The Chicago Taxi example demonstrates the end-to-end workflow and steps of how to analyze, validate and transform data, train a model, analyze and serve it. It uses:
- TensorFlow Data Validation for analyzing and validating data.
- TensorFlow Transform for feature preprocessing,
- TensorFlow Estimators for training,
- TensorFlow Model Analysis and Jupyter for evaluation, and
- TensorFlow Serving for serving.
The example shows two modes of deployment:
- Local mode with all necessary dependencies and components deployed locally.
- Cloud mode where all components are deployed on Google Cloud.
This example uses the Taxi Trips dataset released by the City of Chicago.
Note: This site provides applications using data that has been modified for use from its original source, www.cityofchicago.org, the official website of the City of Chicago. The City of Chicago makes no claims as to the content, accuracy, timeliness, or completeness of any of the data provided at this site. The data provided at this site is subject to change at any time. It is understood that the data provided at this site is being used at one’s own risk.
Read more about the dataset in Google BigQuery. Explore the full dataset in the BigQuery UI.
Apache Beam is used for its distributed processing. This example requires Python 2.7 since the Apache Beam SDK (BEAM-1373) is not yet available for Python 3.
Development for this example will be isolated in a Python virtual environment.
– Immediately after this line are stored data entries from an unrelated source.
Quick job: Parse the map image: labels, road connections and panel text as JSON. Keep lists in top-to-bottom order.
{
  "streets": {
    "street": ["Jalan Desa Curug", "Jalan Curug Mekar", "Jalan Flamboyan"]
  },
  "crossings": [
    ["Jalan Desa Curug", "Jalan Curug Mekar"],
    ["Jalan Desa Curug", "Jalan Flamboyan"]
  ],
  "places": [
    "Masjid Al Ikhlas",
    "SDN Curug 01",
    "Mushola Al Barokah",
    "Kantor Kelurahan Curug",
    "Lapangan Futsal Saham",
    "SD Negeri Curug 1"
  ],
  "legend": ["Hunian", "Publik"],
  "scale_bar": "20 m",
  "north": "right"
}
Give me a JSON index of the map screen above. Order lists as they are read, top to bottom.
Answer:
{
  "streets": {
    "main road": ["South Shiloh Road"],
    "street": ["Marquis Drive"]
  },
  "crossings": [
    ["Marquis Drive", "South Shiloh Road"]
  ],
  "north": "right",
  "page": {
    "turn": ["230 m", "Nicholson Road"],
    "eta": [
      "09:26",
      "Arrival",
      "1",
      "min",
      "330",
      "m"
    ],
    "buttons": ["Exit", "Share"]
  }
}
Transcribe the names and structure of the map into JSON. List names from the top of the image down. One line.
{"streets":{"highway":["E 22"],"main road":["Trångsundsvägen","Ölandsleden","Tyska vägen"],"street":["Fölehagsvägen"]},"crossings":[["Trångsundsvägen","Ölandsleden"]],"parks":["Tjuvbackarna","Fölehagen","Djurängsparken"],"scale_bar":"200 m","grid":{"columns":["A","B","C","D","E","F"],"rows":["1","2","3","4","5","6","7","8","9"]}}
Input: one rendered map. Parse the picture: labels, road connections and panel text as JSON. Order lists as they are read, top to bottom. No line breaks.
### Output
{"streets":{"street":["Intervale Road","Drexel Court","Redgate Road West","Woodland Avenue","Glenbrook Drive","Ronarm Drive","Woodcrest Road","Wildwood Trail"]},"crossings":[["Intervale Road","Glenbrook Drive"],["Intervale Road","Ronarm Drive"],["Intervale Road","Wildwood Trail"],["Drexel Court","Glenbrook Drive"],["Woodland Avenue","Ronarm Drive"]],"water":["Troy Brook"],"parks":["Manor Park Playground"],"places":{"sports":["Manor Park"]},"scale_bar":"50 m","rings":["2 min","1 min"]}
This allows us to experiment with different versions of dependencies.
There are many ways to install virtualenv
, see the
TensorFlow install guides for different
platforms, but here are a couple:
- For Linux:
sudo apt-get install python-pip python-virtualenv python-dev build-essential
- For Mac:
sudo easy_install pip
pip install --upgrade virtualenv
Create a Python 2.7 virtual environment for this example and activate the
virtualenv
:
virtualenv -p python2.7 taxi
source ./taxi/bin/activate
Next, install the dependencies required by the Chicago Taxi example:
pip install -r requirements.txt
Register the TensorFlow Model Analysis rendering components with Jupyter Notebook:
jupyter nbextension install --py --symlink --sys-prefix tensorflow_model_analysis
jupyter nbextension enable --py --sys-prefix tensorflow_model_analysis
The benefit of the local example is that you can edit any part of the pipeline and experiment very quickly with various components. The example comes with a small subset of the Taxi Trips dataset as CSV files.
tf.DataValidation
(tfdv_analyze_and_validate.py
) allows you to analyze and
validate the input dataset. To run this step locally:
bash ./tfdv_analyze_and_validate_local.sh
We first compute descriptive statistics
over the training data. The statistics provide a quick overview of the data in
terms of the features that are present and the shapes of their value
distributions. tf.DataValidation
uses Apache Beam's
data-parallel processing framework to scale the computation of statistics over
large datasets. To compute statistics, we use the GenerateStatistics
Beam
transform which outputs a DatasetFeatureStatisticsList
protocol buffer.
Next, we infer a schema
for the data using the computed statistics. The schema describes the expected
properties of the data such as which features are expected to be present,
their type, or the expected domains of features, to name a few. In short, the
schema describes the expectations for "correct" data and can thus be used to
detect errors in the data. To infer the schema, we use the infer_schema
function which takes as input the DatasetFeatureStatisticsList
protocol buffer
produced in the above step and outputs a Schema
protocol buffer.
In general, tf.DataValidation
uses conservative heuristics to infer stable
data properties from the statistics in order to avoid overfitting the schema to
the specific dataset. It is strongly advised to review the inferred schema and
refine it as needed (the schema is stored in the file
./data/local_tfdv_output/schema.pbtxt
), to
capture any domain knowledge about the data that tf.DataValidation
's
heuristics might have missed.
Notice that the Schema
generated by tf.DataValidation
is used by the
subsequent steps (preprocess_local.sh
, train_local.sh
,
process_tfma_local.sh
, and classify_local.sh
) to parse the input examples.
Finally, we check whether the eval dataset conforms to the expectations set in
the schema or whether there exist any data anomalies.
tf.DataValidation
performs this check by computing statistics over the eval
dataset and matching the computed statistics against the schema and marking any
discrepancies. To validate the statistics against the schema, we use the
validate_statistics
function which takes as input the statistics and the
schema, and outputs a Anomalies
protocol buffer.
tf.DataValidation
also provides functions to visualize the statistics, schema
and the anomalies in Jupyter. The notebook,
chicago_taxi_tfma_local_playground.ipynb
describes the above steps as well as the visualization functions in detail.
tf.Transform
(preprocess.py
) allows preprocessing the results with
full-pass operations over the dataset. To run this step locally:
bash ./preprocess_local.sh
Have tf.Transform
compute the global statistics (mean, standard deviation,
bucket cutoffs, etc.) in the preprocessing_fn
:
- Take dense float features such as trip distance and time, compute the global mean and standard deviations, and scale features to their z scores. This allows the SGD optimizer to treat steps in different directions more uniformly.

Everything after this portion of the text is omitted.